Friday, October 20, 2023

Book Notes: Lamey on The Canadian Mind

Is there a Canadian mind? I’ve been reading Andy Lamey’s just-published book The Canadian Mind: Essays on Writers and Thinkers, and he finds some Canadian minds worth including in his search for evidence of “Canada as a generator of culture and ideas mature enough to be worth considering in a spirit of discrimination.” Some of his minds are well-known (Margaret Atwood, Charles Taylor, Mavis Gallant), some maybe less so (John Metcalf, Will Kymlicka), and some surprising (Conrad Black).    

Lamey, a Canadian philosopher currently teaching in California and a journalist on cultural matters, calls himself a  “nationalist in my own way” – he must be, he says, look at what he writes about all the time. But he starts by criticizing Margaret Atwood (and by extension the CanLit generation of the 1960s to the 1980s’), arguing they sought to find “a particular message or theme that is the unique hallmark" of Canadian writing" -- regardless of the literary quality of the works in question.

I find him ungenerous here. Surely the goal and achievement of “CanLit” was doing the work to establish the practical foundations of a literary culture -- funding and prizes, publishers, promotional machinery, supportive bookstores, networks of critics and commentators and writers’ organizations – which would support a body of work about which judgements about quality could emerge and be tested. Canon-building from the works available may have been part of that. Without the foundations having been built, Lamey would still have little to write about. As one sardonic CanLit writer liked to say, “What makes a work of literature universal is promotion and distribution.”

Many of the Canadian minds Lamey considers richly deserve and benefit from his attention.  He mostly trashes Conrad Black, his essay on David Frum is entirely about Frum’s career in American political culture, and his take on Mavis Gallant considers only a single short story. That most of his chapters are reworked from previous journalism explains why ones like these barely fit the announced theme of the book. But I liked his considerations of the critic John Metcalf, the novelist Dany Laferrière, and the philosophers Charles Taylor and Will Kymlicka, are fresh and interesting.

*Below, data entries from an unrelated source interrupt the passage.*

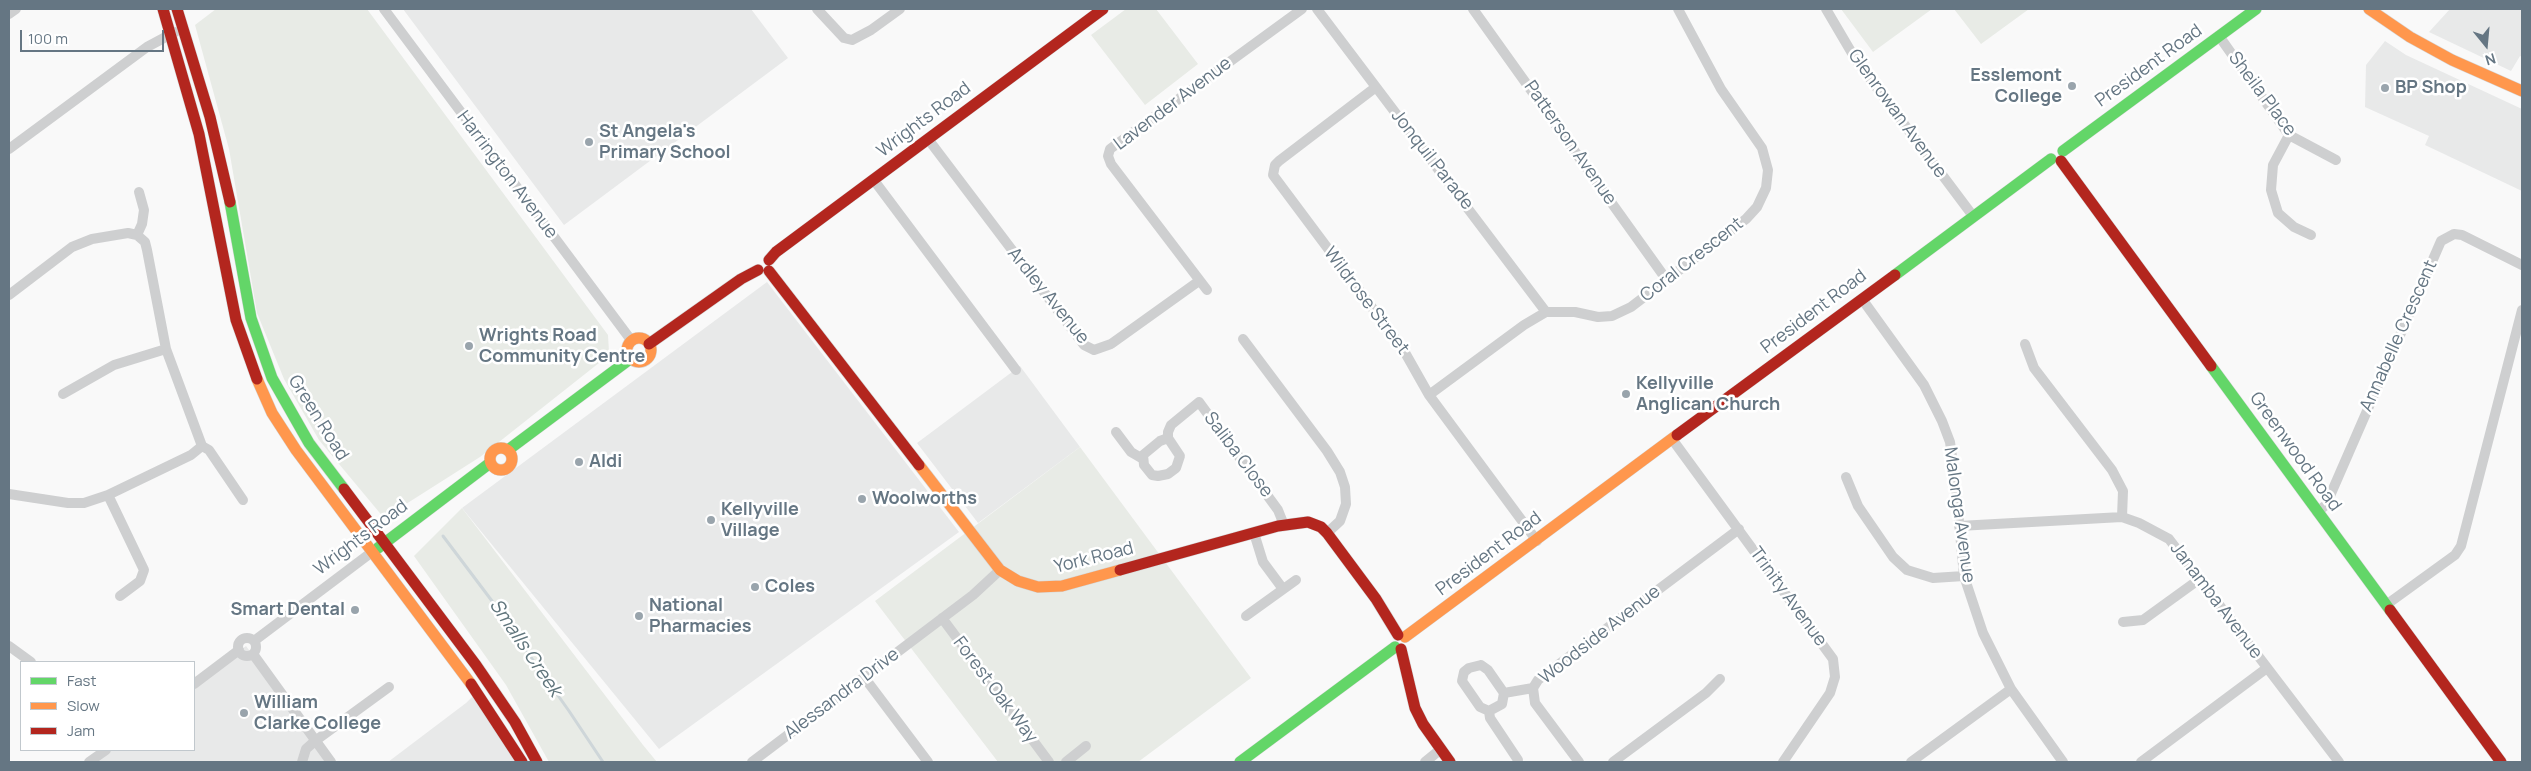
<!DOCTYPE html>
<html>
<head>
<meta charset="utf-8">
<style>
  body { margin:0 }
  #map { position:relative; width:2531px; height:771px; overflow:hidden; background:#f9f9f9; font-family:Manrope,sans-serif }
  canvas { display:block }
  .frame { position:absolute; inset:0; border:10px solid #657683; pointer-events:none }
  .legend { position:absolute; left:20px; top:661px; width:175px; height:90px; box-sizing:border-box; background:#fff; border:1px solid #c1c8cd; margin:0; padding:6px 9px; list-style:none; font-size:15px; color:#657683 }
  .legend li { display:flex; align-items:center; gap:10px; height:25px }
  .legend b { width:25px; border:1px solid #c1c8cd }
  .north { position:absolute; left:2461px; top:20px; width:50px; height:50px; -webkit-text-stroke:4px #fff; paint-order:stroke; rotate:163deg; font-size:14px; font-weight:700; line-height:20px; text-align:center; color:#657683 }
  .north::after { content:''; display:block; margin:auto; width:18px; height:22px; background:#657683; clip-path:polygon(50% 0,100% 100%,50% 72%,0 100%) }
  .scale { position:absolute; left:20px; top:30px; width:144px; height:22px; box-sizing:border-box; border:2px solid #657683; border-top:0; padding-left:6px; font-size:15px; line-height:18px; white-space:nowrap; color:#657683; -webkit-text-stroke:4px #fff; paint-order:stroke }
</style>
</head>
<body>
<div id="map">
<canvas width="2531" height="771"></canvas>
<div class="frame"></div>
<ul class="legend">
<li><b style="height:6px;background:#63d668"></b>Fast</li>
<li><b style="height:6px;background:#ff974d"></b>Slow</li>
<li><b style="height:6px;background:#b3261e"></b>Jam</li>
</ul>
<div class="north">N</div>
<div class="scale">100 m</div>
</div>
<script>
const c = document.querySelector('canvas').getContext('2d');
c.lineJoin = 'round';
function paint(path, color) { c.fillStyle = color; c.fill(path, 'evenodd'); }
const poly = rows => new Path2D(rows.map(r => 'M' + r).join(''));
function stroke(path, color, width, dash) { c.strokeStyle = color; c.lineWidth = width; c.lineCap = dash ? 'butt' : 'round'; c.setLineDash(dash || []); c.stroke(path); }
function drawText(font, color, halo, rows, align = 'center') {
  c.font = font + ' Manrope,sans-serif'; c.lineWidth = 5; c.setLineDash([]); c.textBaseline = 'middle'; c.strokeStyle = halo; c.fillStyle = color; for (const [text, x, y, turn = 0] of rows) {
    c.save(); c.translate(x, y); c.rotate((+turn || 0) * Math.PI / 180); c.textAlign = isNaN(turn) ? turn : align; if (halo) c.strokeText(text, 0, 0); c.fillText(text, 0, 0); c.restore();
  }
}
paint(poly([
  [403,9,751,9,788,58,564,225],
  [2450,9,2522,9,2522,57,2520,56,2511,71,2429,32],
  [2385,41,2406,55,2522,109,2522,191,2425,145,2429,136,2365,107,2366,65],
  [767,282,959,532,659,749,462,508],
  [1020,366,1080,447,978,523,917,443],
  [246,646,331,762,89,762,106,750,194,750,194,685],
  [477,692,522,762,388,762,466,703]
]), '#e8e9e9');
paint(poly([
  [216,9,367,9,608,335,609,352,604,359,480,457,384,518,319,440,284,379,257,313,229,149,195,25],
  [1126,9,1156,9,1198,64,1145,105,1091,35],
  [1841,9,1932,9,1873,52],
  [1954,9,2029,9,1981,44],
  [1080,447,1251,678,1138,762,998,762,875,601],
  [462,508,643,745,657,762,549,762,506,685,414,556]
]), '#e8ebe6');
stroke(poly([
  [443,536,492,601,517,631,523,646,569,711,603,762]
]), '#ced6d9', 3);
const fast = poly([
  [2063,151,2256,9],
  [230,202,251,318,272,378,309,443,344,489],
  [1895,275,2051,159],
  [2211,366,2390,610],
  [508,450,630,359],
  [378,548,490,463],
  [1240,762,1395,647]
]);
const slow = poly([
  [2369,9,2410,37,2452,60,2522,91],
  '627 350a12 12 0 1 1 24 0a12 12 0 1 1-24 0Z',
  [257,379,272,413,296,450,471,684],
  '490 459a11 11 0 1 1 22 0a11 11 0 1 1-22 0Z',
  [919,465,1000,570,1018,581,1038,587,1062,586,1120,570],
  [1405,637,1677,435]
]);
const jam = poly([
  [163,9,199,134,236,320,257,379],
  [177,9,210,117,230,202],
  [2061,161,2211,366],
  [769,260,776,252,1103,9],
  [769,271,919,465],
  [649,344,741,279,758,270],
  [1677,435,1895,275],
  [344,489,476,665,515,722,537,762],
  [1120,570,1278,526,1308,522,1321,527,1327,533,1376,599,1398,635],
  [2390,610,2501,762],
  [1401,649,1415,708,1423,724,1450,762],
  [471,684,522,762]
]);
stroke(fast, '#d5d6d7', 12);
stroke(slow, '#d5d6d7', 12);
stroke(jam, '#d5d6d7', 12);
stroke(poly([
  [384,9,631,340],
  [817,9,844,38,852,40,871,30,900,9],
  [1317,9,1546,312],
  [1473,9,1666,279],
  [1826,9,1856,60,1973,216],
  [9,14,16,9],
  [2219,36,2289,135,2336,160],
  [1376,87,1279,161,1275,165,1273,175,1403,349,1429,395,1537,541],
  [2289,135,2273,165,2271,190,2278,213,2294,227,2311,235],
  [928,139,1084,345,1094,350,1111,344,1199,281],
  [9,149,147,47,175,32],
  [873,179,1016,370],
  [137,235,145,242,147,250,166,349,202,446],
  [137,235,142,224,144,210,139,192],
  [1207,290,1111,164,1108,156,1110,149,1302,9],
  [9,295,72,247,92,239,128,233,137,235],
  [1862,299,1924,385,1942,421,1950,442,1955,478,1964,576,1983,633,2011,689,2063,762],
  [1243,339,1327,451,1340,472,1345,487,1346,504,1340,521,1327,533],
  [2025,344,2034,368,2112,470,2123,491,2122,517],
  [63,394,114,365,166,349],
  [1429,395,1524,325,1546,312,1575,312,1598,317,1612,316,1631,307,1746,219,1757,207,1766,188,1768,170,1762,148,1721,89,1678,9],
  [1116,432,1131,452,1143,459],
  [1168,438,1160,441,1143,455,1144,465,1152,475,1158,476,1168,474,1176,468,1180,456,1168,438,1168,432,1171,425,1199,402,1278,510,1284,525],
  [1672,439,1833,659,1835,677,1830,693,1783,762],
  [202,446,209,450,243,500],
  [1846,477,1858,506,1893,557,1907,570,1933,578,1964,576],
  [9,494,68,503,84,503,108,495,191,455,202,446],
  [108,495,144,570,140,581,120,596],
  [2317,512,2326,505,2441,241,2454,234,2462,235,2522,265],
  [1959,526,2122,517,2139,523,2169,539,2339,762],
  [1254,533,1263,562,1283,589],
  [2386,605,2455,555,2461,546,2522,310],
  [1246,616,1296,580],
  [942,618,1049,762],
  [2123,622,2143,620,2201,578],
  '238 647a9 9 0 1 1 18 0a9 9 0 1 1-18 0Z',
  [254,641,372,552],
  [9,646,31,662],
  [253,654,331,762],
  [1481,665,1488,670,1504,693,1502,704,1489,711,1480,707,1462,681,1464,672,1469,668,1481,665],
  [864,677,928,762],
  [194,684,239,650],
  [1504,693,1533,688],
  [1489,711,1490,718,1518,760],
  [89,762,106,750],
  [302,762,306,749,315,741,389,687],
  [752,762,973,595,1000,570],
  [1066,762,1086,746],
  [1425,762,1441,749],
  [1579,762,1535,703,1533,688,1538,680,1739,529],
  [1613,762,1706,693,1720,679],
  [1911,762,2011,689],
  [2141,762,2267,668]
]), '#cecfd0', 10);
stroke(fast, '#63d668', 11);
stroke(slow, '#ff974d', 11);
stroke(jam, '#b3261e', 11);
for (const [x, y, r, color] of [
  [2072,86,5,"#99a4ac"],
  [2385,88,5,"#99a4ac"],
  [589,142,5,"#99a4ac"],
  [469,346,5,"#99a4ac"],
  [1626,394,5,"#99a4ac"],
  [579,462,5,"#99a4ac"],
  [862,499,5,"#99a4ac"],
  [711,520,5,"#99a4ac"],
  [755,587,5,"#99a4ac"],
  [355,610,5,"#99a4ac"],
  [639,616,5,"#99a4ac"],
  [244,713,5,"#99a4ac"]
]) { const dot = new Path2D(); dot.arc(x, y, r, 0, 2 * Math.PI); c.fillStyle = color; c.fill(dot); stroke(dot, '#fff', 2); }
drawText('18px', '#657683', '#fff', [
  ["President Road",2149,66,-36],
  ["Sheila Place",2262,94,53],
  ["Lavender Avenue",1173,104,-37],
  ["Glenrowan Avenue",1897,114,54],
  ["Wrights Road",924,120,-37],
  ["Patterson Avenue",1570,143,55],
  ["Jonquil Parade",1432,160,52],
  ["Harrington Avenue",507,175,53],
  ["Coral Crescent",1692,260,-38],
  ["Ardley Avenue",1048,296,51],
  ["Wildrose Street",1366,301,53],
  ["President Road",1814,312,-37],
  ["Annabelle Crescent",2399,336,-66],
  ["Green Road",318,418,58],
  ["Greenwood Road",2295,452,54],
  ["Saliba Close",1238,455,53],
  ["Malonga Avenue",1959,515,82],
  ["Wrights Road",361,538,-37],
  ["President Road",1489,554,-37],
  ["York Road",1094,558,-14],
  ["Trinity Avenue",1788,597,54],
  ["Janamba Avenue",2216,601,53],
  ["Woodside Avenue",1600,635,-38],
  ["Forest Oak Way",995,690,53],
  ["Alessandra Drive",842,694,-37]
]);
drawText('bold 18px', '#657683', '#fff', [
  ["Esslemont",2062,76,"right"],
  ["College",2062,97,"right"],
  ["BP Shop",2395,88],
  ["St Angela's",599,132],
  ["Primary School",599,153],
  ["Wrights Road",479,336],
  ["Community Centre",479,357],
  ["Kellyville",1636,384],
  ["Anglican Church",1636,405],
  ["Aldi",589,462],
  ["Woolworths",872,499],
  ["Kellyville",721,510],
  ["Village",721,531],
  ["Coles",765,587],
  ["National",649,606],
  ["Pharmacies",649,627],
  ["Smart Dental",345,610,"right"],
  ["William",254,703],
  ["Clarke College",254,724]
], 'left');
drawText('italic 19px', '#60757c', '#fff', [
  ["Smalls Creek",525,648,56]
]);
</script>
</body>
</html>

Lamey, a philosopher by training, gives extensive attention to the thought of Taylor and Kymlicka – the latter a writer I hardly knew of, but whom Lamey puts forward as Canada’s leading intellectual export. Both Taylor and Kymlicka use Canadian experience to offer the world ways to think about accommodating group identities and collective rights within the traditional liberal emphasis on individual rights. Lamey argues that Kymlicka (who was Lamey’s academic advisor) has been more successful than Taylor in this project.

         One long essay, “The Orenda: A Defence” takes up Joseph Boyden and his novel of seventeenth-century missionaries in the world of the Wendat and Haudenosaunee. Lamey acknowledges that Boyden can no longer be included among indigenous writers, his claims to indigeneity having been conclusively dismolished. But Lamey defends “cultural appropriation” and decries the “cancellation” of writers who attempt to cross cultures. Lamey argues quality is the vital element. He finds The Orenda to be good work, a novel not to be discarded, and takes that as evidence that it is possible to write well about cultures other than one's own.

         I’m sure it’s true in principle that cultural appropriation can be done well. (All historical writing may be cultural appropriation, since everyone in the past is a foreigner.) But in the same way that most non-indigenous theatre about indigenous peoples pales in comparison to Thompson Highway, The Orenda is put in the shade by, say, the novels of Richard Wagamese or Waubgeshig Rice.

         As part of his defence of The Orenda, Lamey notes how Boyden drew on historians Bruce Trigger and Georges Sioui, who he says benefit from the attention the novelist bestows on them. He might have been better to treat The Orenda as essentially a novelisation of Trigger’s work. Bruce Trigger was a great scholar and a great Canadian mind in his own right, as worthy of Lamey’s full attention as Taylor or Kymlicka. (I never finished The Orenda.) Lamey’s instinctive preference for the novel over the history is evidence of how rarely Canadian critics consider any historical writing in Canada as intellectual or cultural work.

[Thanks to Sutherland House publishers for sending an advance reading copy.]